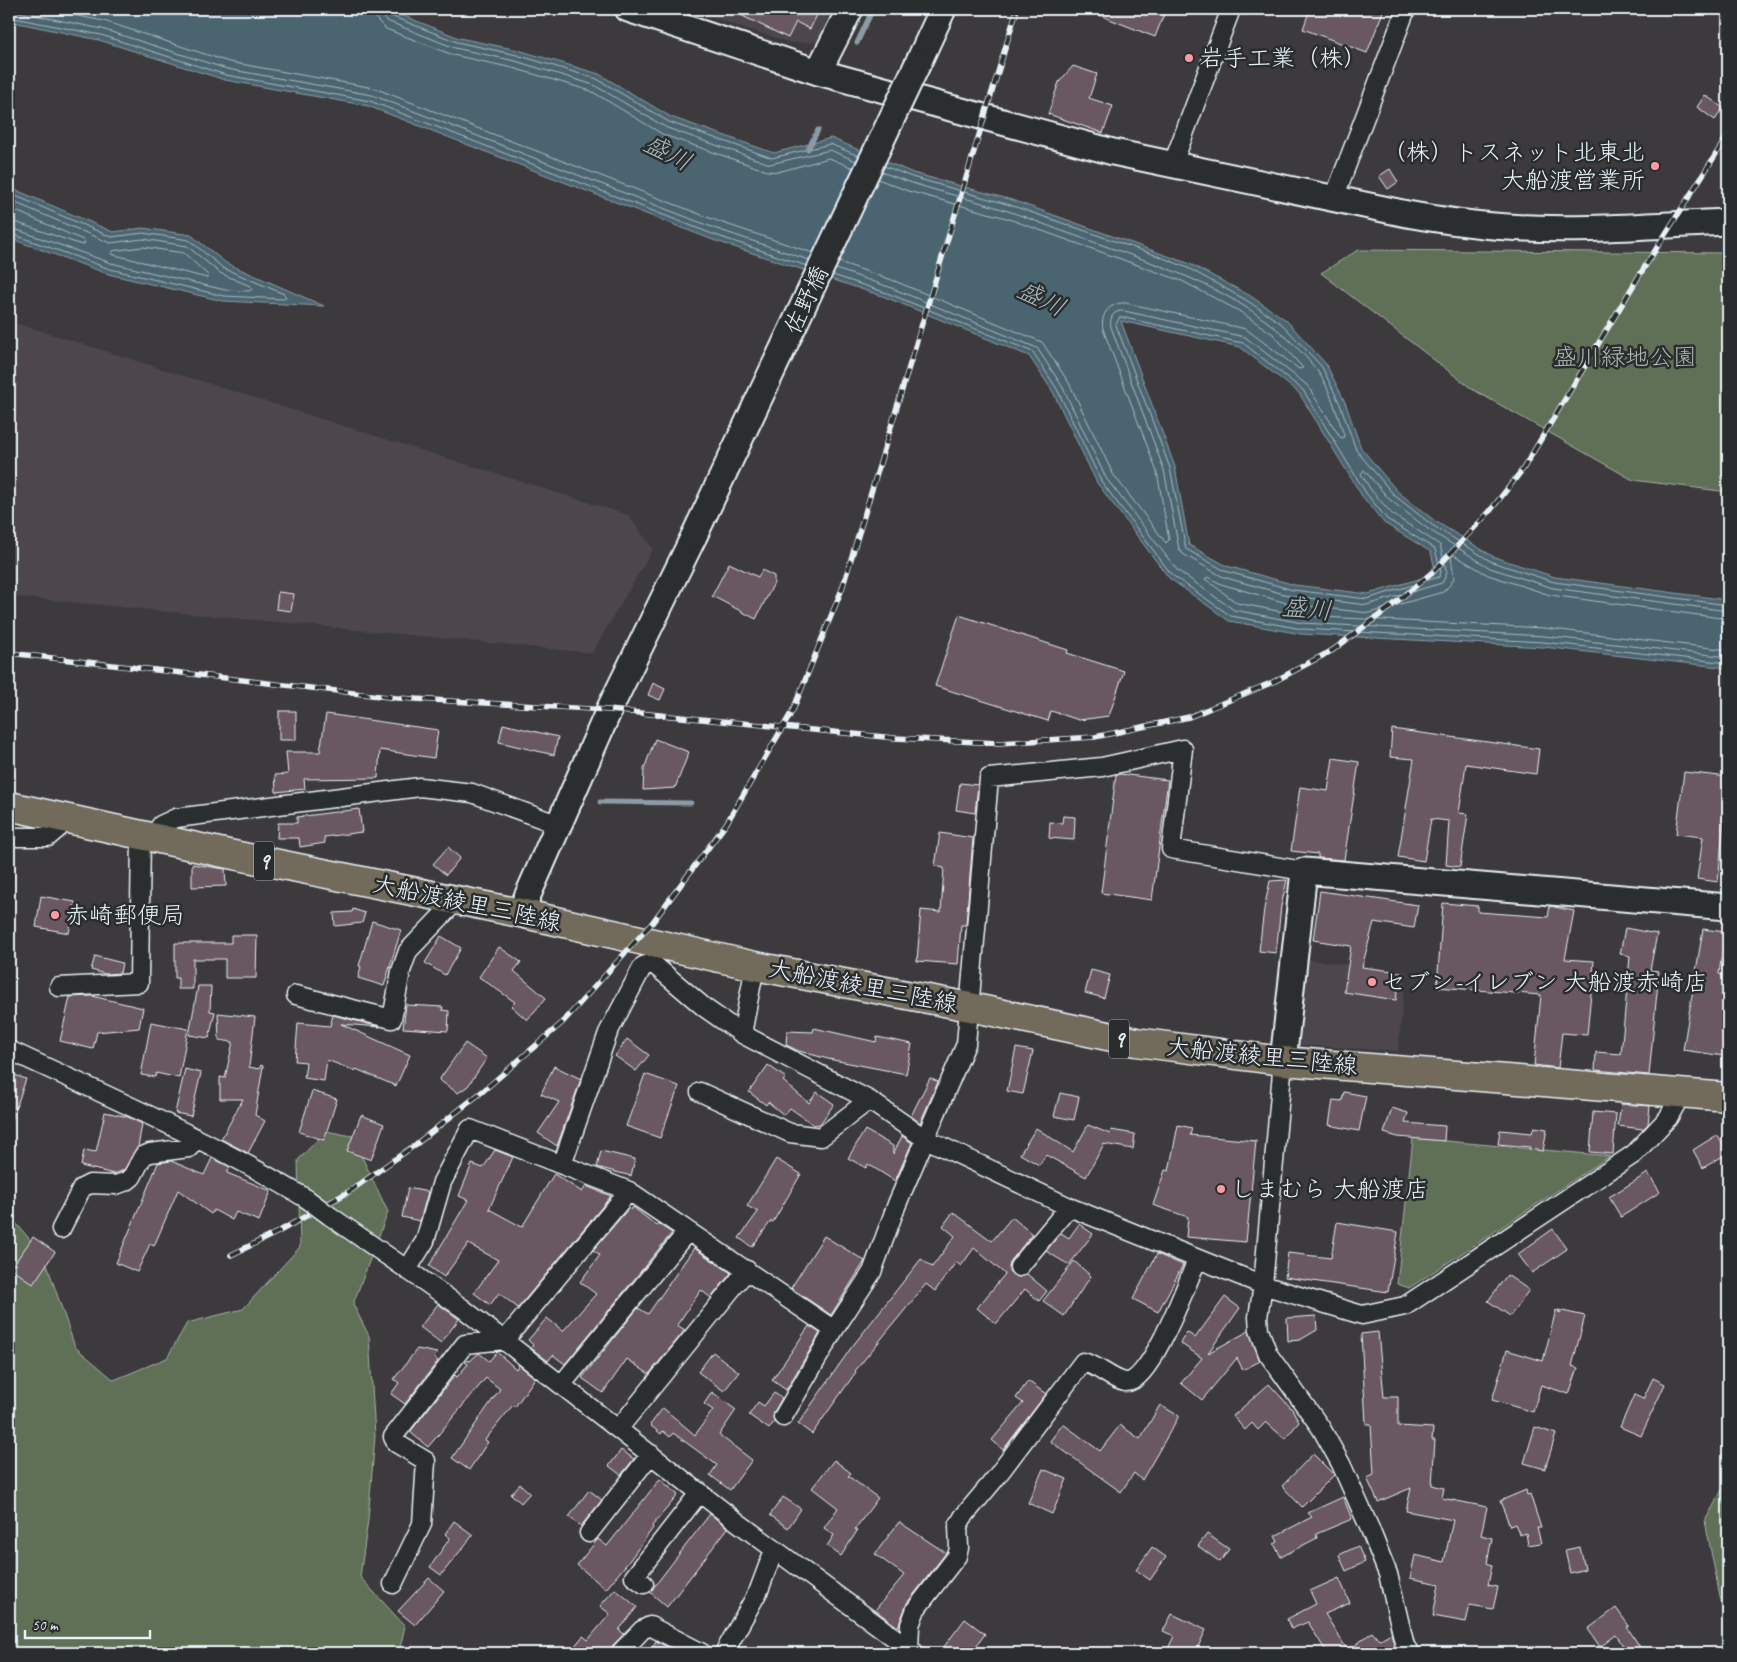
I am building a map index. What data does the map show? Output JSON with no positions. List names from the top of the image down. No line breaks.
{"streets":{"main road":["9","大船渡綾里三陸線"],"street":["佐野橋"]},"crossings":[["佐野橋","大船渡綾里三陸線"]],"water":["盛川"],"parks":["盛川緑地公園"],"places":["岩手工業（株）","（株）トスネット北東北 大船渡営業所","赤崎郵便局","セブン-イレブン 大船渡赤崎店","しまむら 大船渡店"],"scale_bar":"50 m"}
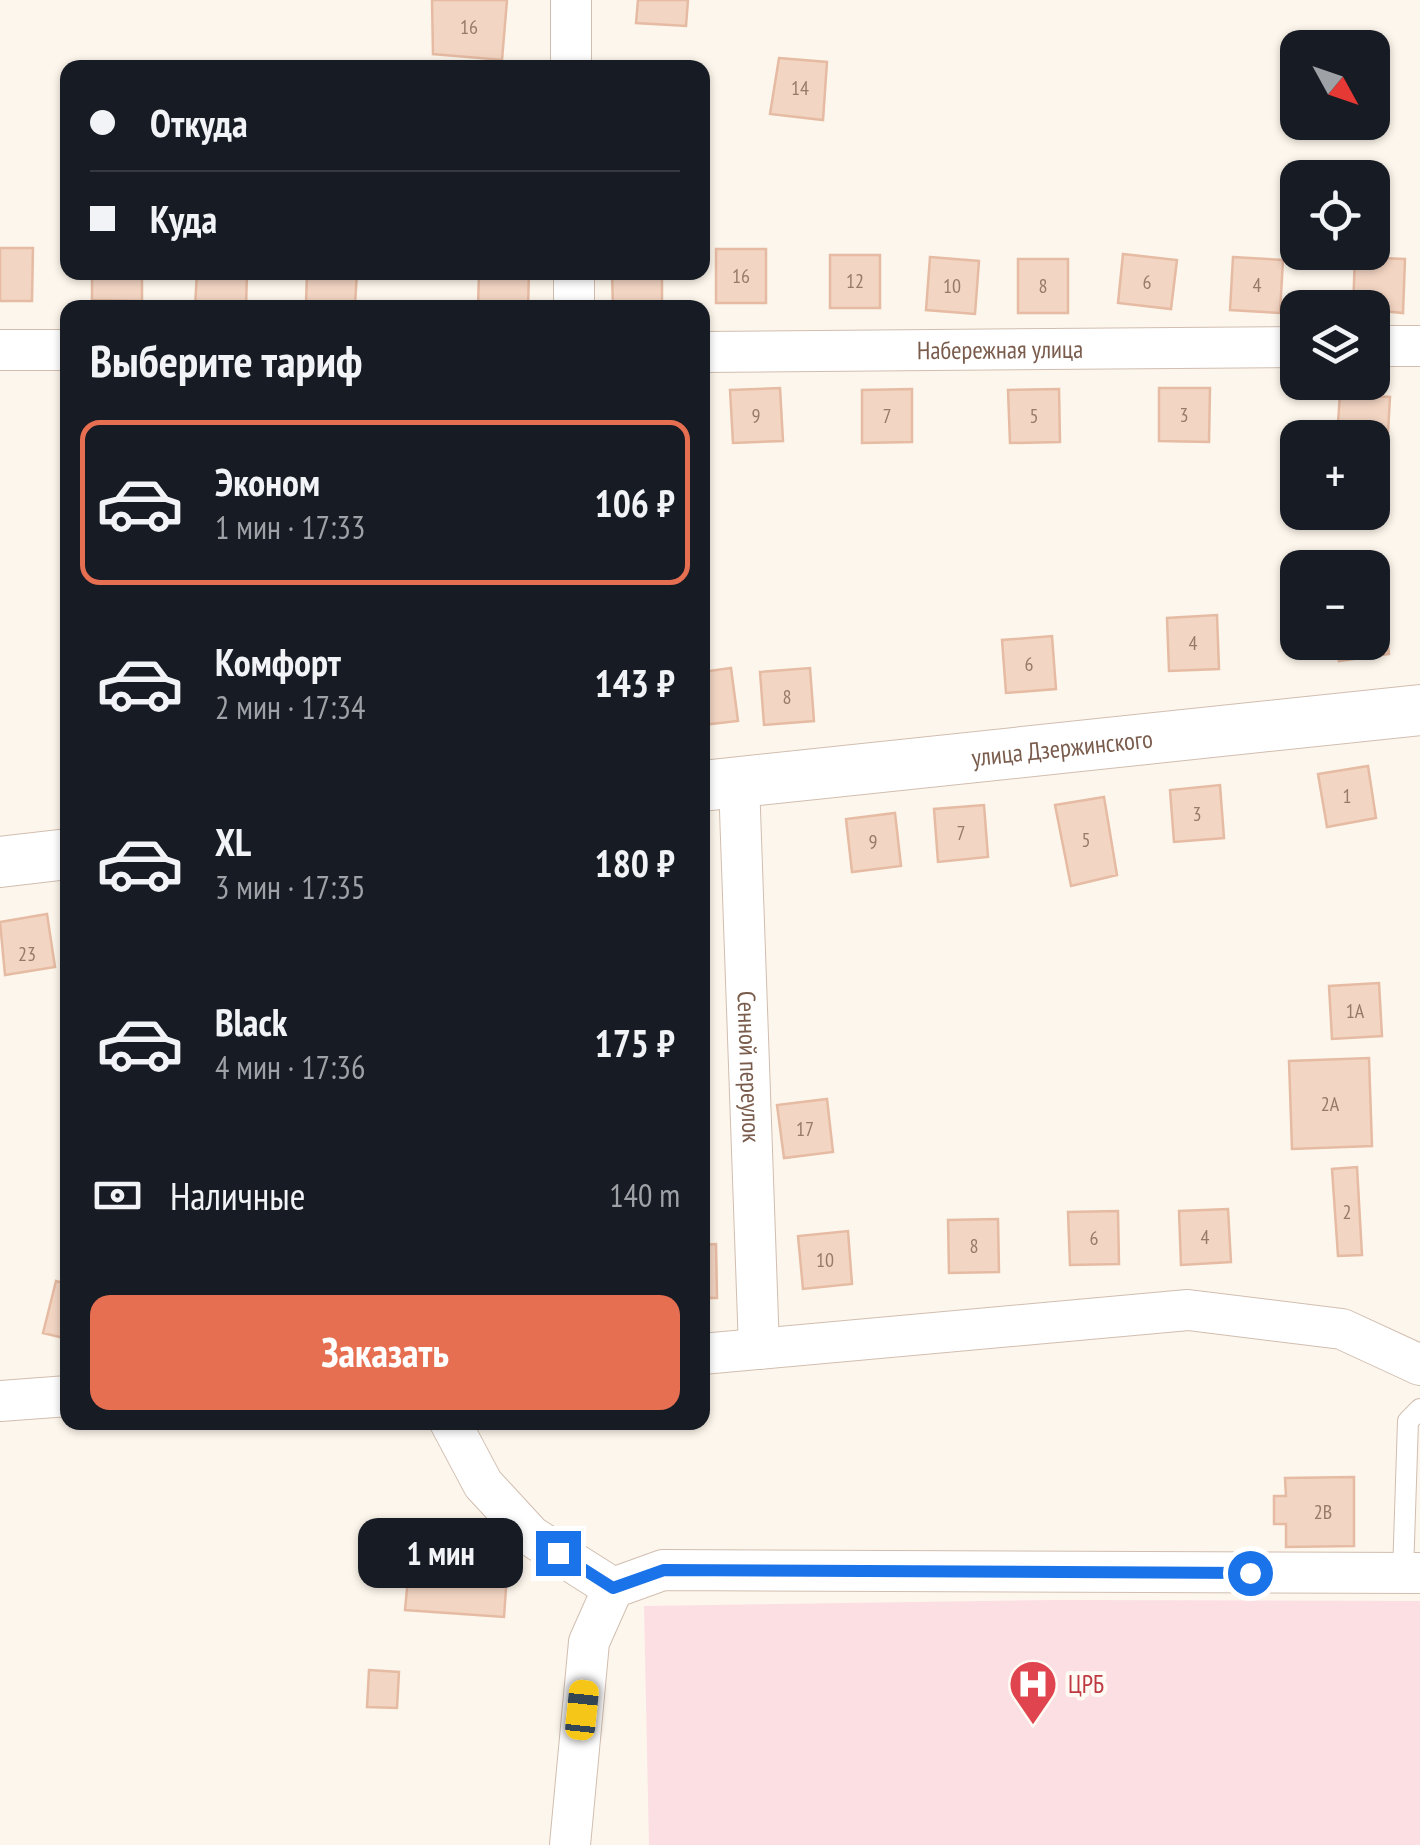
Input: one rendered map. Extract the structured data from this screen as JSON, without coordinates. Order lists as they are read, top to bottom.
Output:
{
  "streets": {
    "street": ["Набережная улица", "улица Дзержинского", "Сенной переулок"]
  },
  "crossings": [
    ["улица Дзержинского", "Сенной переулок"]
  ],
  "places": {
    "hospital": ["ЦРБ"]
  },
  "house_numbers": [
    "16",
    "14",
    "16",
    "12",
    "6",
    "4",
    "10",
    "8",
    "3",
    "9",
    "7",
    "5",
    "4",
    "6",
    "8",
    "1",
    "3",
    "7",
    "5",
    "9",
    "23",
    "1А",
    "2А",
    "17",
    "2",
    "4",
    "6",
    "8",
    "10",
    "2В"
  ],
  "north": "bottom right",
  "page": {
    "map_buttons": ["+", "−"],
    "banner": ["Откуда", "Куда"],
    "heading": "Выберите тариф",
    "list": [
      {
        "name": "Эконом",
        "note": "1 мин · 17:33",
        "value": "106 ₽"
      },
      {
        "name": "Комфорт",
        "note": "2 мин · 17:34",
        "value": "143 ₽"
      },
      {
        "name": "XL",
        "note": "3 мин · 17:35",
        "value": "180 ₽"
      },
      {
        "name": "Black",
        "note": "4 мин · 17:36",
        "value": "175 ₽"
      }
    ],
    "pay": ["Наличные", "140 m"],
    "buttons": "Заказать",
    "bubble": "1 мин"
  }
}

> ACTION ITEM:
Reproduce the entire listing above precisely, but keep the images out.

> WRITTEN REPLY:
I am building a map index. What data does the map show? Output JSON with no positions. List names from the top of the image down. No line breaks.
{"streets":{"main road":["9","大船渡綾里三陸線"],"street":["佐野橋"]},"crossings":[["佐野橋","大船渡綾里三陸線"]],"water":["盛川"],"parks":["盛川緑地公園"],"places":["岩手工業（株）","（株）トスネット北東北 大船渡営業所","赤崎郵便局","セブン-イレブン 大船渡赤崎店","しまむら 大船渡店"],"scale_bar":"50 m"}
Input: one rendered map. Extract the structured data from this screen as JSON, without coordinates. Order lists as they are read, top to bottom.
Output:
{
  "streets": {
    "street": ["Набережная улица", "улица Дзержинского", "Сенной переулок"]
  },
  "crossings": [
    ["улица Дзержинского", "Сенной переулок"]
  ],
  "places": {
    "hospital": ["ЦРБ"]
  },
  "house_numbers": [
    "16",
    "14",
    "16",
    "12",
    "6",
    "4",
    "10",
    "8",
    "3",
    "9",
    "7",
    "5",
    "4",
    "6",
    "8",
    "1",
    "3",
    "7",
    "5",
    "9",
    "23",
    "1А",
    "2А",
    "17",
    "2",
    "4",
    "6",
    "8",
    "10",
    "2В"
  ],
  "north": "bottom right",
  "page": {
    "map_buttons": ["+", "−"],
    "banner": ["Откуда", "Куда"],
    "heading": "Выберите тариф",
    "list": [
      {
        "name": "Эконом",
        "note": "1 мин · 17:33",
        "value": "106 ₽"
      },
      {
        "name": "Комфорт",
        "note": "2 мин · 17:34",
        "value": "143 ₽"
      },
      {
        "name": "XL",
        "note": "3 мин · 17:35",
        "value": "180 ₽"
      },
      {
        "name": "Black",
        "note": "4 мин · 17:36",
        "value": "175 ₽"
      }
    ],
    "pay": ["Наличные", "140 m"],
    "buttons": "Заказать",
    "bubble": "1 мин"
  }
}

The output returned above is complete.